A profound global climate shift took place at the Eocene–Oligocene transition (33.5 million years ago) when Cretaceous/early Palaeogene greenhouse conditions gave way to icehouse conditions1, 2, 3. During this interval, changes in the Earth's orbit and a long-term drop in atmospheric carbon dioxide concentrations4, 5, 6 resulted in both the growth of Antarctic ice sheets to approximately their modern size2, 3 and the appearance of Northern Hemisphere glacial ice7, 8. However, palaeoclimatic studies of this interval are contradictory: although some analyses indicate no major climatic changes9, 10, others imply cooler temperatures11, increased seasonality12, 13 and/or aridity12, 13, 14, 15. Climatic conditions in high northern latitudes over this interval are particularly poorly known.
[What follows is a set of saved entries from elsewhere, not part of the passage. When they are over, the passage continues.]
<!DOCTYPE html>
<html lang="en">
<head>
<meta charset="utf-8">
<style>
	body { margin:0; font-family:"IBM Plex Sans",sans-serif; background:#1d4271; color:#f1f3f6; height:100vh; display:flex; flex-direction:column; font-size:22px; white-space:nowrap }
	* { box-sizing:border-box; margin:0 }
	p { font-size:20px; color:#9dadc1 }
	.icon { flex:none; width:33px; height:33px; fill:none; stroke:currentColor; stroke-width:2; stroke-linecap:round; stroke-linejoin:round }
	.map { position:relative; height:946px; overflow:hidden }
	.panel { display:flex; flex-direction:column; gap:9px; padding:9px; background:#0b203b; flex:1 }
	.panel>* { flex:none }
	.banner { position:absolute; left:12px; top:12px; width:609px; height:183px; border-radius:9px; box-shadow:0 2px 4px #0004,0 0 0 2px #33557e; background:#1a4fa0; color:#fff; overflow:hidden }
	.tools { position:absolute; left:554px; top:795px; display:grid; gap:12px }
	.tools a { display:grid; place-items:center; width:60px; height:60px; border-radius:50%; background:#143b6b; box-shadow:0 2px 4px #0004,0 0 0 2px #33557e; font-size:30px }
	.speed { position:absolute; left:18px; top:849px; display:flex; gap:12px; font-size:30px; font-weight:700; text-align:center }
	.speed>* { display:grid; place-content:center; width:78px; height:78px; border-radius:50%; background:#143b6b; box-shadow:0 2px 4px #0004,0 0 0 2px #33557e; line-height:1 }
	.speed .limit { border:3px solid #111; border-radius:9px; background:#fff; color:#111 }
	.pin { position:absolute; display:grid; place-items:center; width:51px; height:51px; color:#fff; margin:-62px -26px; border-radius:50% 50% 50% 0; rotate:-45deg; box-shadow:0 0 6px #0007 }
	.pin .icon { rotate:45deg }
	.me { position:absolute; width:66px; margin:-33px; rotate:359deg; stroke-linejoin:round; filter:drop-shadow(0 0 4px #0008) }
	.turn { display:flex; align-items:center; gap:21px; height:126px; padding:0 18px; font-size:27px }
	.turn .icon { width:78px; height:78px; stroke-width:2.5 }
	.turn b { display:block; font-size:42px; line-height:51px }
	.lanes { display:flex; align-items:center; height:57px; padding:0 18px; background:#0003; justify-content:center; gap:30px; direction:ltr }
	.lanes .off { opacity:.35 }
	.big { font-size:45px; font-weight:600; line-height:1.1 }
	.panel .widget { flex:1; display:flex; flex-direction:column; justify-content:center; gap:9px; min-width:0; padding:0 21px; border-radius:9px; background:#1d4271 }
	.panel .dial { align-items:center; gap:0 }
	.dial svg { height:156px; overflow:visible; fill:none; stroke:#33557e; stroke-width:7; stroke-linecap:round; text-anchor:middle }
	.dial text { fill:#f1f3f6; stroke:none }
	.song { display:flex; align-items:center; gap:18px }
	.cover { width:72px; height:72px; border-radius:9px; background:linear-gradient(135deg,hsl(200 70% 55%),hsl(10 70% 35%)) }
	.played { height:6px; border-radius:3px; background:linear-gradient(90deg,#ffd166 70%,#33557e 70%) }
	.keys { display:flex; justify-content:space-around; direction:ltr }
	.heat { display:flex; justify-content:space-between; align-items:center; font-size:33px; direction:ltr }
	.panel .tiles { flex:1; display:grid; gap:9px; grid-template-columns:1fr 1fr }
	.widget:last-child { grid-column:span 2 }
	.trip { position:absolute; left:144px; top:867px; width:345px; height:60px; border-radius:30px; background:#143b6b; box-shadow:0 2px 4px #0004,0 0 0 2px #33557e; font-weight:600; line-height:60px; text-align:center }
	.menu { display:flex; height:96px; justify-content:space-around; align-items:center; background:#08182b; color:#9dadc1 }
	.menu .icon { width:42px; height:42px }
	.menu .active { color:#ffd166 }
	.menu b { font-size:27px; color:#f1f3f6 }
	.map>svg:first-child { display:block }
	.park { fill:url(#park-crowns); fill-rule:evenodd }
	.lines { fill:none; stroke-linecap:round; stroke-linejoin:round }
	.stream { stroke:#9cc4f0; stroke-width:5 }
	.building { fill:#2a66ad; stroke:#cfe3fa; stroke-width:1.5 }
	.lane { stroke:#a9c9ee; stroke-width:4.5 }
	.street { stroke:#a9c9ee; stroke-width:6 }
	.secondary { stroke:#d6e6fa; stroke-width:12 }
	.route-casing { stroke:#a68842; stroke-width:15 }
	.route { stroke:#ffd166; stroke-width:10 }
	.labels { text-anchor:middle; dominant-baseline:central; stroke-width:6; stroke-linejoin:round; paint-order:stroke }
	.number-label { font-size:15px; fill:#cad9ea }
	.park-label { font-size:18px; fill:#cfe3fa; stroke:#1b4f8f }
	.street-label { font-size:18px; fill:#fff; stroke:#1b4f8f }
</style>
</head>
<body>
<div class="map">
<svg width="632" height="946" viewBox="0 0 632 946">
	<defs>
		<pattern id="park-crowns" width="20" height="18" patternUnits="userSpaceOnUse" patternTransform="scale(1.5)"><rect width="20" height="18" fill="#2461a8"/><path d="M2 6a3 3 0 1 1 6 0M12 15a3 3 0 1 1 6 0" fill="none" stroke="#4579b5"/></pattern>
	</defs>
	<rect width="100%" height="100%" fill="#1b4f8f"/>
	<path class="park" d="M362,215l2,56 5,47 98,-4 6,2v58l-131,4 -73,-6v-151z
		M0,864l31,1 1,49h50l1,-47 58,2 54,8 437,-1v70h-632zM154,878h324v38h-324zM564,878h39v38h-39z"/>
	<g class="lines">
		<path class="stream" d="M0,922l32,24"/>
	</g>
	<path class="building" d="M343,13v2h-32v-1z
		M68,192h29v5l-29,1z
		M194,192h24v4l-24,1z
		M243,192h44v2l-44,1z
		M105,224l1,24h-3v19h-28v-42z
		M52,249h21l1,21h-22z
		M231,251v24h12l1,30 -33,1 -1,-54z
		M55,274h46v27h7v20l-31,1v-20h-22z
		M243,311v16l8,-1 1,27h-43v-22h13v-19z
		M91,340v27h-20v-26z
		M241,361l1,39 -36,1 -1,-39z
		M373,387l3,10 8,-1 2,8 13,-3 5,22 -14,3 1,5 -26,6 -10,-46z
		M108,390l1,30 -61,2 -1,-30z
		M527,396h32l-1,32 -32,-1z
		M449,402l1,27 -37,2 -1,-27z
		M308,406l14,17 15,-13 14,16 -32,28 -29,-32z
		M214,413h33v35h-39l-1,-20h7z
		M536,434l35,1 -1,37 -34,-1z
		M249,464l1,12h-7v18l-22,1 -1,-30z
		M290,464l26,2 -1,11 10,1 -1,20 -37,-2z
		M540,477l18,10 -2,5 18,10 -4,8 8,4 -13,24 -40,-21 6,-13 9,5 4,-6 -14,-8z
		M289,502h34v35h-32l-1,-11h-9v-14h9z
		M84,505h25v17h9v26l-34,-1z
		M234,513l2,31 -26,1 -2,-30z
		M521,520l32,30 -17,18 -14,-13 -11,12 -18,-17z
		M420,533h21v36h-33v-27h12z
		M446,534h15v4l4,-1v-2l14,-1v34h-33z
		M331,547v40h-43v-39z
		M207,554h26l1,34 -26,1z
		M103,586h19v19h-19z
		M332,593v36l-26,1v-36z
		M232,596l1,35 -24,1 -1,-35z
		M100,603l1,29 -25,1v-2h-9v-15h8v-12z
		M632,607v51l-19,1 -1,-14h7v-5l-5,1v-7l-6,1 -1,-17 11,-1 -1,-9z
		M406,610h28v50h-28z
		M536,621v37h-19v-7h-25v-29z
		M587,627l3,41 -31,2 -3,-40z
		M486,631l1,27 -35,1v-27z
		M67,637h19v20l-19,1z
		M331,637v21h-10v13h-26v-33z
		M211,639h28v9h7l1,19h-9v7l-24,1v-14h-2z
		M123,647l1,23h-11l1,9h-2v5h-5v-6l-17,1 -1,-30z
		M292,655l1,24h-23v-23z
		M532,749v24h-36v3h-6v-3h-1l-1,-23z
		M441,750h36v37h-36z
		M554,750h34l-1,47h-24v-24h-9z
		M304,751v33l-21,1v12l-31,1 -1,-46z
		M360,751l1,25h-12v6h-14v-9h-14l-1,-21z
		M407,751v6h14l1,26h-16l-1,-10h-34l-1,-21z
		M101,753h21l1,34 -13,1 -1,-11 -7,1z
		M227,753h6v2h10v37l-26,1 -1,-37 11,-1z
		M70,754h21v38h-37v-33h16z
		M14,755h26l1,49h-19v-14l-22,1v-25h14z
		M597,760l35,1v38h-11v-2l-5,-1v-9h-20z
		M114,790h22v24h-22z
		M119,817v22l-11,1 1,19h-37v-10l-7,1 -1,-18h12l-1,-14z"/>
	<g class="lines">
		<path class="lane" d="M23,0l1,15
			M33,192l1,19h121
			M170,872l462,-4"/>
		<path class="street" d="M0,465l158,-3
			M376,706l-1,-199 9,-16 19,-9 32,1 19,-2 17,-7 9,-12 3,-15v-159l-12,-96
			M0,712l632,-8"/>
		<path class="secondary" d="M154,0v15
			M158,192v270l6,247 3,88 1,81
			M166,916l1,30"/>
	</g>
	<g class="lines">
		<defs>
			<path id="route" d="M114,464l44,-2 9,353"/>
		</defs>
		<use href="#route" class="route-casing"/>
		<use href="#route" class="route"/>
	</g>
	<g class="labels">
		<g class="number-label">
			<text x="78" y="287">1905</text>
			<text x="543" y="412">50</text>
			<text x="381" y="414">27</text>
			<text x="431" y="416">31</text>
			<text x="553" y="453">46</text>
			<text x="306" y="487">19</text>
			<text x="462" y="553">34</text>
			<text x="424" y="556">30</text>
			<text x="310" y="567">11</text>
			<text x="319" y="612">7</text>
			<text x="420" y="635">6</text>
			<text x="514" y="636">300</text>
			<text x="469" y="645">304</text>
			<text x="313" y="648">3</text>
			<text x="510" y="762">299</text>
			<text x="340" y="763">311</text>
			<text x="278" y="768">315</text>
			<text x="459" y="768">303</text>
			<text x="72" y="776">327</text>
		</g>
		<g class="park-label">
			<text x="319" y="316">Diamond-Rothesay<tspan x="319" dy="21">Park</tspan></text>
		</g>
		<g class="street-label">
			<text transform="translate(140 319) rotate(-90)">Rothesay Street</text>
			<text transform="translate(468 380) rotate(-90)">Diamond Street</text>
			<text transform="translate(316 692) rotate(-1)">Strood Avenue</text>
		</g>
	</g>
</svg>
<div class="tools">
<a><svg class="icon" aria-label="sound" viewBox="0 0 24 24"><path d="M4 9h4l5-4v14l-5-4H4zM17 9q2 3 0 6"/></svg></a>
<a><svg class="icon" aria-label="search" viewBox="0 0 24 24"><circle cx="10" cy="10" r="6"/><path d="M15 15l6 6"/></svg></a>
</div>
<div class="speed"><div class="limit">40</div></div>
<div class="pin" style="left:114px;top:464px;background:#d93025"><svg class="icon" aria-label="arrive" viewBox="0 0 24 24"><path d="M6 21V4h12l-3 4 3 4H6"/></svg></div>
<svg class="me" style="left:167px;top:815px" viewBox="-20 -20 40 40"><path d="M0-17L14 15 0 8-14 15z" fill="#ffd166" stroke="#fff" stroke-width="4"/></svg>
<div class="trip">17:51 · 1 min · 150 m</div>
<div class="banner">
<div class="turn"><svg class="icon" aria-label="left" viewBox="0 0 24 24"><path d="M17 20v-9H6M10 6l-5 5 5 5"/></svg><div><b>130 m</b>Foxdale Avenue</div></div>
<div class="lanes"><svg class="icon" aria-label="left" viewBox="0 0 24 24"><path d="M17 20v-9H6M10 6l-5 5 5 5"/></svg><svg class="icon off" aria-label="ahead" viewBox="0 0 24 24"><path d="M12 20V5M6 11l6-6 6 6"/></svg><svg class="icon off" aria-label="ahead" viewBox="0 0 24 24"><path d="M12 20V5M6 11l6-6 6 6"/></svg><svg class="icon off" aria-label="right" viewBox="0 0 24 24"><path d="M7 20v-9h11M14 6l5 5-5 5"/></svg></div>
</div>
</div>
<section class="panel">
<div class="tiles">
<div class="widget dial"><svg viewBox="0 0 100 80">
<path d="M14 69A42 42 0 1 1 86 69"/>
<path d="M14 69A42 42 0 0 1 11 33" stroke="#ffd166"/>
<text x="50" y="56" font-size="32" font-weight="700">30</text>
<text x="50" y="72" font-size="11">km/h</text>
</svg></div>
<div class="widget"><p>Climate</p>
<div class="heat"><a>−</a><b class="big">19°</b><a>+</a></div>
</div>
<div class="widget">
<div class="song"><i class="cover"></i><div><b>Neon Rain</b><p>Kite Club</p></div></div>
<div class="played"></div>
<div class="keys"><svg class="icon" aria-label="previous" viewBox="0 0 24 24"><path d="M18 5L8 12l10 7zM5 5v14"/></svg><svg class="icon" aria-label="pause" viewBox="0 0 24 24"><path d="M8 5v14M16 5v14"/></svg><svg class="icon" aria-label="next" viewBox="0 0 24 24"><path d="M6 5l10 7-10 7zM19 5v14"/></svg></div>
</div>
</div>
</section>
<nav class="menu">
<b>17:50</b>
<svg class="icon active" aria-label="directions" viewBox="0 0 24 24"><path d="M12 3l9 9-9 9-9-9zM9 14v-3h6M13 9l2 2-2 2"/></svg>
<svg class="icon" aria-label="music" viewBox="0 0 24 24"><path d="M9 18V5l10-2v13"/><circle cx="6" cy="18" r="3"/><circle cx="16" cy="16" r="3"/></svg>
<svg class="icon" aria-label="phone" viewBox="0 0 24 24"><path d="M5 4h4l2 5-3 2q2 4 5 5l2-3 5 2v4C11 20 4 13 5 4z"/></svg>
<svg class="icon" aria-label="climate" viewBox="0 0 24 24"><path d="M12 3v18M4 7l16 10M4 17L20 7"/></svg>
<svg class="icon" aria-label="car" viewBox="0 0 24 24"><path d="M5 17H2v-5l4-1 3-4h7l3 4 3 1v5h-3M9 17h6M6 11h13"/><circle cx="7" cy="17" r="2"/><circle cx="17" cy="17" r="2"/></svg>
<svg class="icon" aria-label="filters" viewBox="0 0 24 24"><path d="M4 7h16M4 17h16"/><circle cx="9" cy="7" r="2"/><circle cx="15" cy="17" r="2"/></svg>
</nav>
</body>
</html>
Here we present northern high-latitude terrestrial climate estimates for the Eocene to Oligocene interval, based on bioclimatic analysis of terrestrially derived spore and pollen assemblages preserved in marine sediments from the Norwegian–Greenland Sea. Our data indicate a cooling of 5 °C in cold-month (winter) mean temperatures to 0–2 °C, and a concomitant increased seasonality before the Oi-1 glaciation event. These data indicate that a cooling component is indeed incorporated in the 18O isotope shift across the Eocene–Oligocene transition. However, the relatively warm summer temperatures at that time mean that continental ice on East Greenland was probably restricted to alpine outlet glaciers.